Material and Methods
Study Population
The participants were from the The Laiwu City Health Survey (LCHS), which is a population-based prospective cohort study aiming to investigate the reproductive and sexual health status in adults. From September 2014 to June 2015, the inception cohort was performed among the adults who took their health checks at the physical examination center of The People’s Hospital of LaiWu City, the largest and most comprehensive physical examination center in LaiWu, comprising standardized questionnaire, clinical examinations, and detailed laboratory assessment. All studied individuals who voluntarily participated in this study completed a comprehensive demographic characteristics survey and were recruited continuously.

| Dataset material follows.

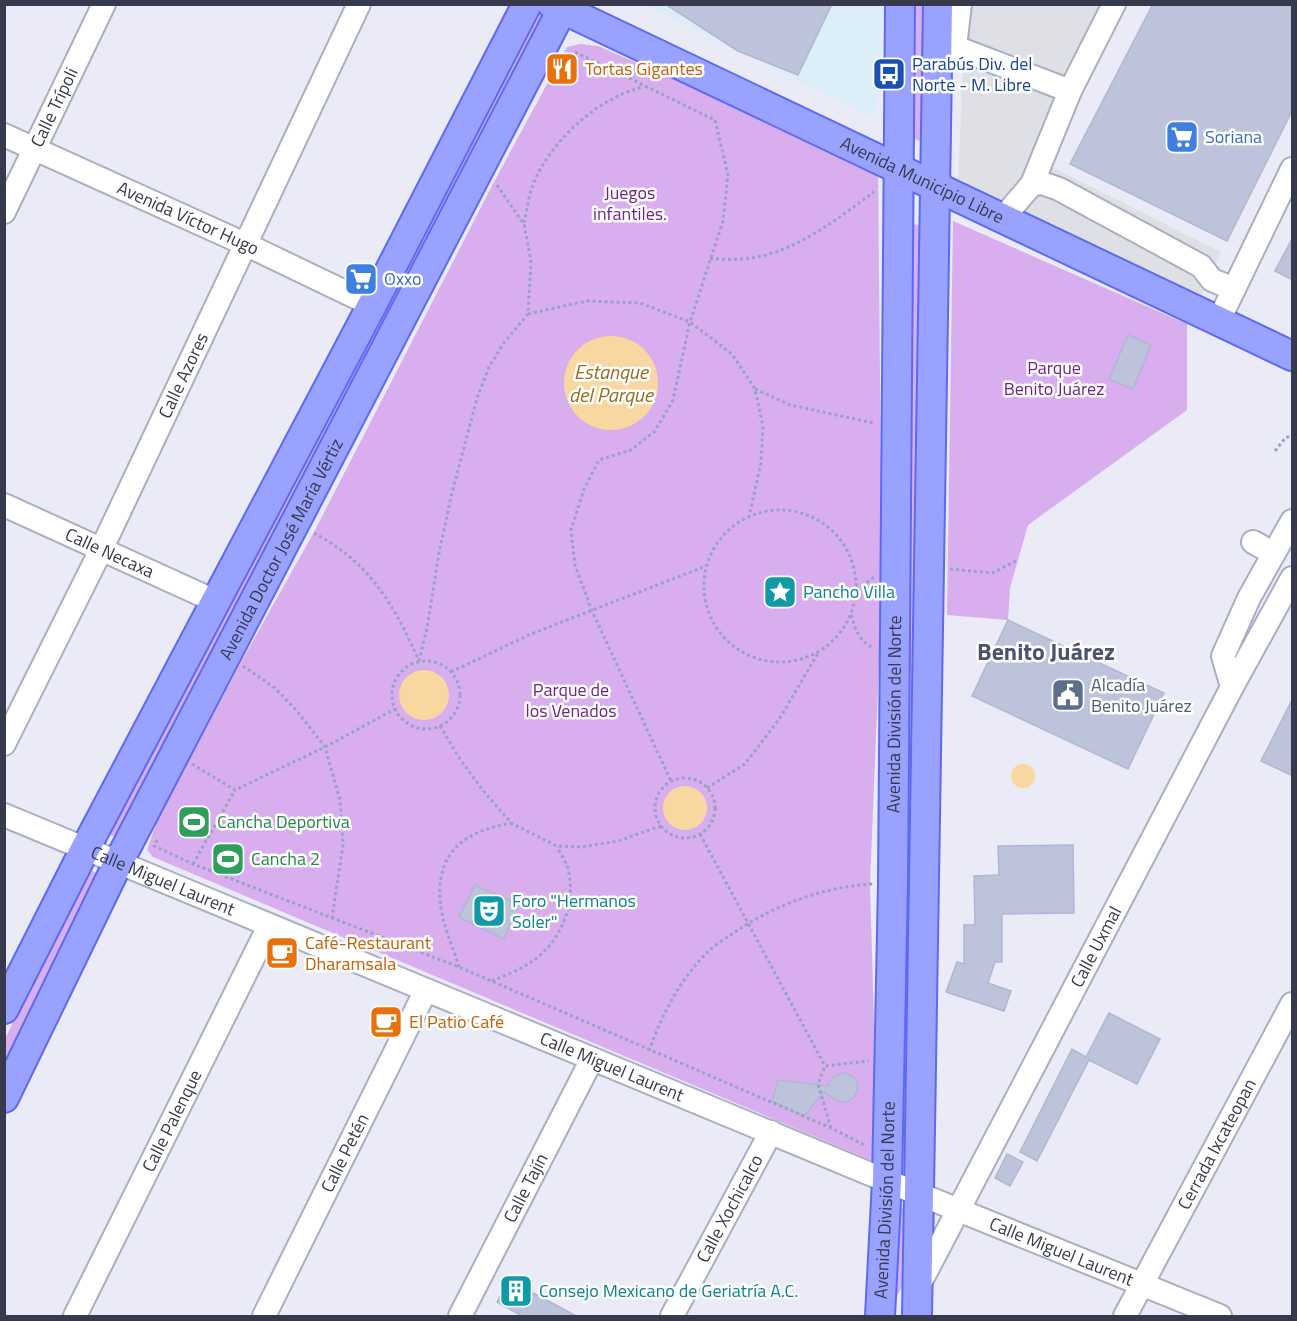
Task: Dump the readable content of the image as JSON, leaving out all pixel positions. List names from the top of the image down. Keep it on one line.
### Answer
{"streets":{"main road":["Avenida Municipio Libre","Avenida Doctor José María Vértiz","Avenida División del Norte"],"street":["Calle Trípoli","Avenida Víctor Hugo","Calle Azores","Calle Necaxa","Calle Miguel Laurent","Calle Uxmal","Calle Palenque","Cerrada Ixcateopan","Calle Petén","Calle Tajín","Calle Xochicalco"]},"crossings":[["Calle Trípoli","Avenida Víctor Hugo"],["Avenida Municipio Libre","Avenida Doctor José María Vértiz"],["Avenida Municipio Libre","Avenida División del Norte"],["Avenida Víctor Hugo","Calle Azores"],["Avenida Víctor Hugo","Avenida Doctor José María Vértiz"],["Calle Azores","Calle Necaxa"],["Avenida Doctor José María Vértiz","Calle Necaxa"],["Avenida Doctor José María Vértiz","Calle Miguel Laurent"],["Avenida División del Norte","Calle Miguel Laurent"],["Avenida División del Norte","Calle Uxmal"],["Calle Miguel Laurent","Calle Uxmal"],["Calle Miguel Laurent","Calle Palenque"],["Calle Miguel Laurent","Cerrada Ixcateopan"],["Calle Miguel Laurent","Calle Petén"],["Calle Miguel Laurent","Calle Tajín"],["Calle Miguel Laurent","Calle Xochicalco"]],"districts":["Benito Juárez"],"water":["Estanque del Parque"],"parks":["Juegos infantiles.","Parque Benito Juárez","Parque de los Venados"],"places":{"restaurant":["Tortas Gigantes"],"bus stop":["Parabús Div. del Norte - M. Libre"],"supermarket":["Soriana","Oxxo"],"place":["Pancho Villa"],"public building":["Alcadía Benito Juárez"],"sports":["Cancha Deportiva","Cancha 2"],"theatre":["Foro \"Hermanos Soler\""],"cafe":["Café-Restaurant Dharamsala","El Patio Café"],"building":["Consejo Mexicano de Geriatría A.C."]}}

Briefly, LCHS, an ongoing large-scaled study, initiated from 2014 and followed up every 3–4 years, a total of 4267 subjects (2170 males and 2097 females, aged 18 years and over) completed the baseline survey. Written informed consent was obtained from all participants; our study was conducted according to the 2013 Declaration of Helsinki (revision) and was approved by the Ethics Committee of the People’s Hospital of LaiWu City. This study was reported according to the strengthening the reporting of observational studies in epidemiology (STROBE) guidelines20. The baseline data during 2014–2015 was used to perform a cross-sectional analysis in this study. In addition, participants with confounding factors influenced the assessment of ED or hs-CRP levels were excluded: (a) with incomplete questionnaire or laboratory data; (b) used medications that influence the genitourinary system, such as a-blockers or 5a-reductase inhibitors; (c) with pelvic surgery or trauma, prostatic disease; (d) currently having specific or nonspecific inflammation or taking antibiotic medications or/and hs-CRP value >10 mg/L; and (e) with nervous system /mental disease or autoimmune disease or malignant disease (e.g. myocardial infarction, congestive heart failure, hepatic failure, renal failure and malignant tumor). Ultimately, a total of 1515 participants were eligible and included in the present study. The detail screening process of subjects is shown in Fig. 1.
Figure 1.
Flow chart for selection of study participants.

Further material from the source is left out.